拒絕相親後被配了異婚_第2章 帶上符紙後
帶上符紙後,不知道是不是心理作用,我覺著自己的精神好了很多,不再永遠抬不起勁。
週末照例回父母家,進門後我就覺著不舒服,說不出什麼感覺,就是本能地排斥這種。
睡前,總是感覺自己忘記了什麼,卻一點思緒沒有,乾脆放棄。
半夜,我被冷醒,我看著身上的被子萬分不解,如今是盛夏,我摸摸自己額頭,一點不熱。
迷迷糊糊準備繼續睡,無意看見門口有一個黑影,混沌的大腦立馬清醒,我直接尖叫起來。
爸媽被我吵醒,過來開我的門,刺眼的燈光晃得我睜不開眼睛。
“大半夜發什麼瘋?”
我指著門後,“那裡有個人影,細長細長的。”
沒有聽到回話,我半睜著眼睛,開始叫人,“媽?”
燈被關掉,我媽聲音響起,“我給你看了,哪有什麼人影,我看你是魔怔了。”
倆人離開後,我又仔細看了看,確實沒有什麼,遮光的窗簾質量嘎嘎好。
我心有餘悸,想起那道符,然而翻遍了所有的衣服和包都沒找到。
突然想起來,那道符就放在桌面上,非常明顯,而現在在桌下有一些灰。
我渾身的汗毛都炸起來,想起剛剛那個瘦長身影,又莫名地我就想到了那天在我面前路過數次的那對夫妻。

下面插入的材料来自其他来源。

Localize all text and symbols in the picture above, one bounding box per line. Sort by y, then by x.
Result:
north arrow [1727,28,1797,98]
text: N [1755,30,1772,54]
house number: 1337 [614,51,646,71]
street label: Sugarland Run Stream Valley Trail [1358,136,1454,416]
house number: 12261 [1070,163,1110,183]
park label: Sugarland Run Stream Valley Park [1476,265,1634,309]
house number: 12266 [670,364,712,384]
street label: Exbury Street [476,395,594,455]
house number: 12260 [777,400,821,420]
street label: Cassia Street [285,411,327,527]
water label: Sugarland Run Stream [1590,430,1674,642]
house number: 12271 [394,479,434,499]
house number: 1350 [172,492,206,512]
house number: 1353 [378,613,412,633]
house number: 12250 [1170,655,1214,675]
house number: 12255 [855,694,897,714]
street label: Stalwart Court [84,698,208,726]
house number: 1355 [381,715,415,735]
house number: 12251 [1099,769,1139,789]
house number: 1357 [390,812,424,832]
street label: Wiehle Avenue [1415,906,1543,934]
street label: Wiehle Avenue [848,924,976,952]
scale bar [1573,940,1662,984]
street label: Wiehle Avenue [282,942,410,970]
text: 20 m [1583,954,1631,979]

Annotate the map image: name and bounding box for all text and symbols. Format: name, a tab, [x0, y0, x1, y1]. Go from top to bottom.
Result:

熬到天亮,我才敢入睡,感覺沒睡幾分鐘,就被電話吵醒。
“方源,你最好有事。”
聽見我沙啞的聲音,方源大嗓門直接喊起來,“淼淼,你昨天是不是遇到什麼東西了?”
我直接坐起來,“你怎麼知道?”
“早上賈道長給我打電話,讓我問問你。”
我的第一反應不是道長怎麼知道,而是,“你怎麼會有道長聯絡方式,而且那個道長姓賈?”
“哎,電話說不清楚,咱倆先碰面,到時候給你解釋。”
出門前,我在家裡四處找了找那道符紙,都沒找到,倒是在垃圾桶裡看見一些灰。
“所以簡單來說,就是那個道長是你的遠房親戚,他本姓就是賈,他還算到符紙出了問題,就聯絡你找我。”
看見方源點點頭,我覺著這個世界有點玄幻。
我們在一家早餐店見面,看見我疑惑的眼神,方源乾笑,“道長說他也過來,這樣快一點,我正好路過這家早餐店,就說了這。”
見到賈道長後,他直接看向我,“那道符被燒了吧。”
不是疑問句,而是反問句。
我點點頭,把扒拉出來的灰拿出來,“我找了一圈,只找到這個,應該就是那張符。”
道長只看了一眼,“既然已經燒掉,就沒什麼用了,你最近有遇到比較特殊或者不太正常的事情嗎?”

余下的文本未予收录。